Robin – The Open Source RPA Language

So this has been making the news headlines in the RPA community a few months ago: https://robin-language.org/

Its a programming language purpose designed for RPA. Not much information is available online at the moment, and it doesn’t seem like many online articles have tried it out, so I’ve gone ahead and actually installed it, and used it to give you all my thoughts.

Robin’s Github Repo

https://github.com/robin-language/robin

There’s no source code at all. It just says “Source code coming soon” as of October 2019. That’s odd for a self proclaimed open source project.

Installation

The installer is a pre-built 101MB Windows .exe file. It installed without any issues on a fresh Win 10 VM. The install folder ends up with 20+ dlls and some random config files.

Spying Applications

One of the first things RPA devs do is to check whether they are able to spy the applications that they need to work with, so here we go!
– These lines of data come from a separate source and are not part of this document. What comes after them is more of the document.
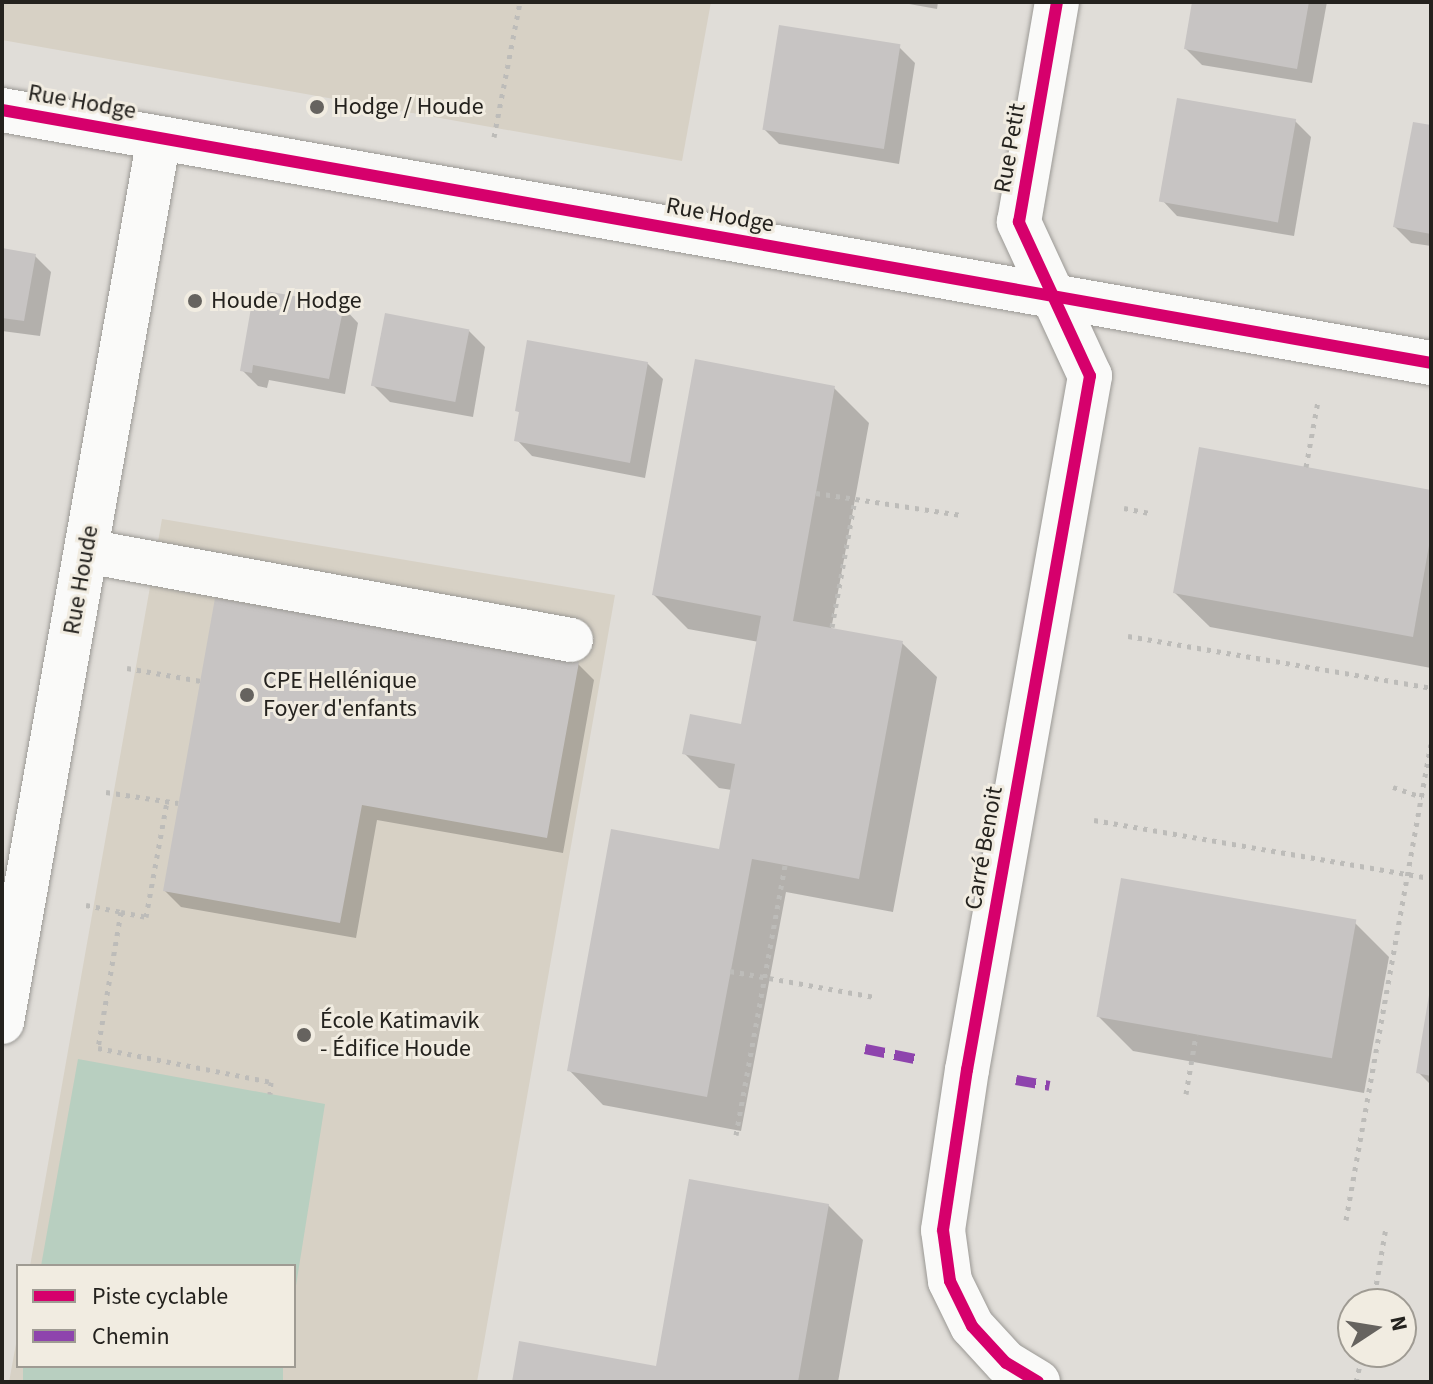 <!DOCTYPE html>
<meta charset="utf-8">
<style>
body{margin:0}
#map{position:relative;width:1433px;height:1384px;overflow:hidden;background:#e0ddd8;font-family:"Source Sans 3",sans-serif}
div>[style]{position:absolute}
.built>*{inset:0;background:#d7d1c5}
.green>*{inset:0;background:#b8cfc0;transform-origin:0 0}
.shadow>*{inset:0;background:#0003}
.building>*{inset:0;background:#c7c4c3;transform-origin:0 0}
.path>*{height:5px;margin-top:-2.5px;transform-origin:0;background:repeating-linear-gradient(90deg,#bdbcb9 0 4px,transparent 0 10px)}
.roads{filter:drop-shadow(0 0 2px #9b9995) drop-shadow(0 0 2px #9b9995)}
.minor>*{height:44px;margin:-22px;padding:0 22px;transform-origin:22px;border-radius:22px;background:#fafaf9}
.quiet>*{height:10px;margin-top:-5px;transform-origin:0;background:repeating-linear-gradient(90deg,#8e44ad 0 20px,transparent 0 30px)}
.cycleway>*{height:12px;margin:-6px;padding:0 6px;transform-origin:6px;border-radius:6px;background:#d6006c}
.dots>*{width:22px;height:22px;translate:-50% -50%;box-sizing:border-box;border:4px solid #f1ece1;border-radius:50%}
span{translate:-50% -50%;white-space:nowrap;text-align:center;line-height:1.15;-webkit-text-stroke:6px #f1ece1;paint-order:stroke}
.street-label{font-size:24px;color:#24221e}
.poi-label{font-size:24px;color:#24221e}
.left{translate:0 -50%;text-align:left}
.frame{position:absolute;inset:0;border:4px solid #24221e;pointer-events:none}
.legend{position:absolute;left:16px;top:1264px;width:280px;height:104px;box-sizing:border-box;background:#f1ece1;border:2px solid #9f9b93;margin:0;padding:10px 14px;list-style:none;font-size:24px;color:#24221e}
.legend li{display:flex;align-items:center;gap:16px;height:40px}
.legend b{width:40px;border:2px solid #9f9b93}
.north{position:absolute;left:1337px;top:1288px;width:80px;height:80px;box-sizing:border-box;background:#f1ece1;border:2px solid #9f9b93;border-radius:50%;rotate:78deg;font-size:22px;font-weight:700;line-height:32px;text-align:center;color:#24221e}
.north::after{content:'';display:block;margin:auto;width:28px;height:36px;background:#66635f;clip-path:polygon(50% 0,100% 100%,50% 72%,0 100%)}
</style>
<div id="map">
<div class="built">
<div style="clip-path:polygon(2px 2px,711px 2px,682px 161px,2px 40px)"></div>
<div style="clip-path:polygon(162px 519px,615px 595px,477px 1382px,9px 1382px,18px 1333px,18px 1366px,294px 1366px,294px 1266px,30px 1266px)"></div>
</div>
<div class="green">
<div style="clip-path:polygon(78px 1059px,325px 1104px,294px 1298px,294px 1266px,41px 1266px)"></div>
<div style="left:23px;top:1366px;width:260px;height:16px"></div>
</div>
<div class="shadow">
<div style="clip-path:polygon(898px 2px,938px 2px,937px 9px)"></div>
<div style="clip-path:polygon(1194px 2px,1327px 2px,1312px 83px,1202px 65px,1186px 49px)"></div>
<div style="clip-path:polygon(899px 47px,915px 63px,899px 164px,779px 144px,763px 128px)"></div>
<div style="clip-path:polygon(1295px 121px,1311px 137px,1294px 236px,1177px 216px,1162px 200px)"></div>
<div style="clip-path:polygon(1431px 127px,1431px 246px,1411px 243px,1395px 227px)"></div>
<div style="clip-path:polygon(2px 250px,35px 256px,51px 272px,40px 336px,2px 331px)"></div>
<div style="clip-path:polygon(343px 307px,358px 323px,345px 394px,269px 380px,267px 388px,258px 386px,242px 370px)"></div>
<div style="clip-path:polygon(469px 331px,485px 347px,473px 417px,390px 402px,374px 386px)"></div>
<div style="clip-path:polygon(647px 363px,663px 379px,645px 478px,532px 456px,517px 440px,521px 414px,517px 410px)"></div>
<div style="clip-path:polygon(834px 388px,869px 423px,831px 630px,902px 643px,937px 677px,893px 912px,786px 892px,741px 1131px,603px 1105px,569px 1070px,721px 851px,732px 790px,719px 788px,684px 753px,743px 726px,759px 642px,688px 629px,654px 595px)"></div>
<div style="clip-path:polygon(1431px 492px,1431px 668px,1210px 627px,1175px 593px)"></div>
<div style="clip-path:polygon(578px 664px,594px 680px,563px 853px,377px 820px,356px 938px,181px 907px,165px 891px)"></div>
<div style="clip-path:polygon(1355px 923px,1389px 957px,1364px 1093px,1133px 1051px,1098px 1016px)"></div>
<div style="clip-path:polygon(1431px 998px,1431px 1085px,1418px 1072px)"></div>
<div style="clip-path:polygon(828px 1205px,863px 1240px,838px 1382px,514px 1382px,658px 1368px)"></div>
</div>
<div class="building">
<div style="clip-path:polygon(1192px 2px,1309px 2px,1297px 69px,1184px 49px)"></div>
<div style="left:779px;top:25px;width:123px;height:106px;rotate:9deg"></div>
<div style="left:1177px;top:98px;width:121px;height:105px;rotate:10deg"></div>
<div style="clip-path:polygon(1413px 122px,1431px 125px,1431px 234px,1393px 227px)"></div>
<div style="clip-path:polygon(2px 248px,36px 254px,24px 321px,2px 318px)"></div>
<div style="clip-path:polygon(266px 291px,344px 305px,329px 379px,253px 365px,252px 373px,240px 371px,252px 302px,264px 304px)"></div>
<div style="left:385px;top:313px;width:86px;height:74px;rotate:11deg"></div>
<div style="clip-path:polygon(527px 340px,648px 362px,630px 463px,514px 441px,519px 412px,515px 411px)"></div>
<div style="clip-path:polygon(695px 359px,835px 386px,793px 621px,903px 641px,859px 879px,752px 859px,707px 1097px,567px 1071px,611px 829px,719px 849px,735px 764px,682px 754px,690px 714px,741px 724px,761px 616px,652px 595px)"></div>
<div style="clip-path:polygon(1199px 447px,1431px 490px,1431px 534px,1413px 637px,1173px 593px)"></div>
<div style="clip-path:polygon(215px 598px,579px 662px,547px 838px,362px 805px,340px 923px,163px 891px)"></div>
<div style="left:1121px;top:878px;width:239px;height:141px;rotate:10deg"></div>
<div style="clip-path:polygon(1429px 995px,1431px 995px,1431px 1076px,1416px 1073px)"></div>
<div style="clip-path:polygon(689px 1179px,829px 1204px,798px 1382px,512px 1382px,519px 1341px,656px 1366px)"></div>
</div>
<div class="path">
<div style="left:494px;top:137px;width:137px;rotate:-79.1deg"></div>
<div style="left:1306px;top:467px;width:67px;rotate:-79.7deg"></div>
<div style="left:816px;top:493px;width:147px;rotate:8.6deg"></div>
<div style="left:1124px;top:508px;width:26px;rotate:11deg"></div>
<div style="left:832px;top:627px;width:130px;rotate:-79.8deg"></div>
<div style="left:1128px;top:636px;width:307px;rotate:9.7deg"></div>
<div style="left:127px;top:668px;width:75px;rotate:10deg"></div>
<div style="left:1393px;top:787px;width:31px;rotate:19deg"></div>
<div style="left:106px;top:792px;width:73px;rotate:8.7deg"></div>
<div style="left:1094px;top:820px;width:342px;rotate:9.8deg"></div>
<div style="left:86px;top:905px;width:36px;rotate:11deg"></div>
<div style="left:121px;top:912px;width:138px;rotate:99.6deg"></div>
<div style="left:98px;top:1048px;width:176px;rotate:11.1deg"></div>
<div style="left:271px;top:1082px;width:12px;rotate:95deg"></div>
<div style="left:121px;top:912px;width:25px;rotate:11deg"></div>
<div style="left:146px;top:917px;width:118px;rotate:-79.7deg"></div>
<div style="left:730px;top:971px;width:147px;rotate:10.2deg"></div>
<div style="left:1186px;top:1094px;width:60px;rotate:-80.4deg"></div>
<div style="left:736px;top:1135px;width:274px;rotate:-79.7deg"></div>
<div style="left:1346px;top:1220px;width:483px;rotate:-79.9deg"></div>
<div style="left:1373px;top:1304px;width:78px;rotate:-80.4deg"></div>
<div style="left:1356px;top:1382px;width:31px;rotate:-77deg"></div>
</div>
<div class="roads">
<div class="minor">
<div style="left:2px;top:110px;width:1451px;rotate:10.04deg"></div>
<div style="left:86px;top:551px;width:493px;rotate:10.4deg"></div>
<div style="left:2px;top:1022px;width:898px;rotate:-79.93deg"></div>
<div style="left:1038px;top:1382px;width:37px;rotate:-149deg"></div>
<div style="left:1006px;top:1363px;width:50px;rotate:-132.6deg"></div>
<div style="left:972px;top:1326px;width:50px;rotate:-116.1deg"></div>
<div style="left:950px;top:1281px;width:51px;rotate:-97.8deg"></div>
<div style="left:943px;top:1230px;width:162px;rotate:-81.5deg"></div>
<div style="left:967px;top:1070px;width:705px;rotate:-79.95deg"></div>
<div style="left:1090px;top:376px;width:170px;rotate:-114.8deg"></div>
<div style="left:1019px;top:222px;width:223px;rotate:-80.2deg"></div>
</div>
</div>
<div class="quiet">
<div style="left:865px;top:1049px;width:51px;rotate:11.3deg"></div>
<div style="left:1016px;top:1080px;width:34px;rotate:10deg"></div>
</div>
<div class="cycleway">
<div style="left:2px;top:110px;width:1451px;rotate:10.04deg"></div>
<div style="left:1038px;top:1382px;width:37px;rotate:-149deg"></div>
<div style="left:1006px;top:1363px;width:50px;rotate:-132.6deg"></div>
<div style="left:972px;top:1326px;width:50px;rotate:-116.1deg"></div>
<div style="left:950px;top:1281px;width:51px;rotate:-97.8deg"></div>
<div style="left:943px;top:1230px;width:162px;rotate:-81.5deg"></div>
<div style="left:967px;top:1070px;width:705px;rotate:-79.95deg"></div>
<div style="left:1090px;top:376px;width:170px;rotate:-114.8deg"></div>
<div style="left:1019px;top:222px;width:223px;rotate:-80.2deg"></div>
</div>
<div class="dots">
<div style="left:317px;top:107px;background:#66635f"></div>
<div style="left:195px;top:301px;background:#66635f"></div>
<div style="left:247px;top:695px;background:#66635f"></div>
<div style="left:304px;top:1035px;background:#66635f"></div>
</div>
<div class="street-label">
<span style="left:82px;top:102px;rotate:10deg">Rue Hodge</span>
<span style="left:1010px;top:148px;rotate:-80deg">Rue Petit</span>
<span style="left:720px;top:215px;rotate:10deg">Rue Hodge</span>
<span style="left:81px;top:580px;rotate:-80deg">Rue Houde</span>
<span style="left:984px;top:848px;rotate:-80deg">Carré Benoit</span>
</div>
<div class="poi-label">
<span class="left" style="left:333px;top:107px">Hodge / Houde</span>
<span class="left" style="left:211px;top:301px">Houde / Hodge</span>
<span class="left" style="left:263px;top:695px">CPE Hellénique<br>Foyer d'enfants</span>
<span class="left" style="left:320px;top:1035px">École Katimavik<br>- Édifice Houde</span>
</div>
<div class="frame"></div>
<ul class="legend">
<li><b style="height:10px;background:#d6006c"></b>Piste cyclable</li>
<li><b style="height:10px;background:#8e44ad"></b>Chemin</li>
</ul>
<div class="north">N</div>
</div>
There is a separate spying application called Robin UI Spy. After launching it, you can spy using mouseover on all opened applications, including Windows Explorer itself. As with all spying in RPA products, this sometimes works well depending on how the application was designed. I tried spying Robin’s own website and a lot of things can’t be spied using simple mouseover, including their whole header bar.

Each element that you spy saves a list of attributes (UIA in this case) that you can tweak. No surprise there. It also takes a screen capture and saves that as well. I’m not sure how that image is used but it is worrying, as we all know that the way an application is rendered can vary wildly from one PC to the next.

Once you’ve spied all the elements by mouseover and Ctrl+left mouse click, you can save this “spied application” into an “.appmask file”. Under the hood, it looks like a JSON file. There you can see the entire image of the element embedded in string format.

Creating a Process

There is a text-editor like development environment provided called Robin Editor.

It looks like a reskinned Eclipse or other IDE and this tells me that the target users are software developers/programmers. Reading the language docs (https://robin-language.org/docs/robin-the-rpa-language/) confirms this as well. There’s no way business users will be able to understand stuff like enums, goto’s + labels etc. One of RPA’s great strengths is how it can allow non-techies to contribute to the development of their business processes.

At the same time, there’s no debugging capability, not even breakpoints in the IDE. So I would not call this ready for developers even yet.

I’m still unclear on how you can launch an application if it’s not opened yet. I don’t see anywhere in the docs that refer to this. The Robin Project seems to be built by developers for developers.

Conclusion

This is really a programmer oriented tool. The documentation, debuggins and testing capabilities aren’t there yet to support widespread or even POC use. But I guess give it some time.

There is no indication now of any logging capability for auditing, or orchestration. I have a feeling that you are supposed to code one yourself, as I see references to conditional statements like “if today is Saturday do this” in the examples.

This seems to be something to use when 1. you are a developer and 2. what you want is attended or desktop based automation.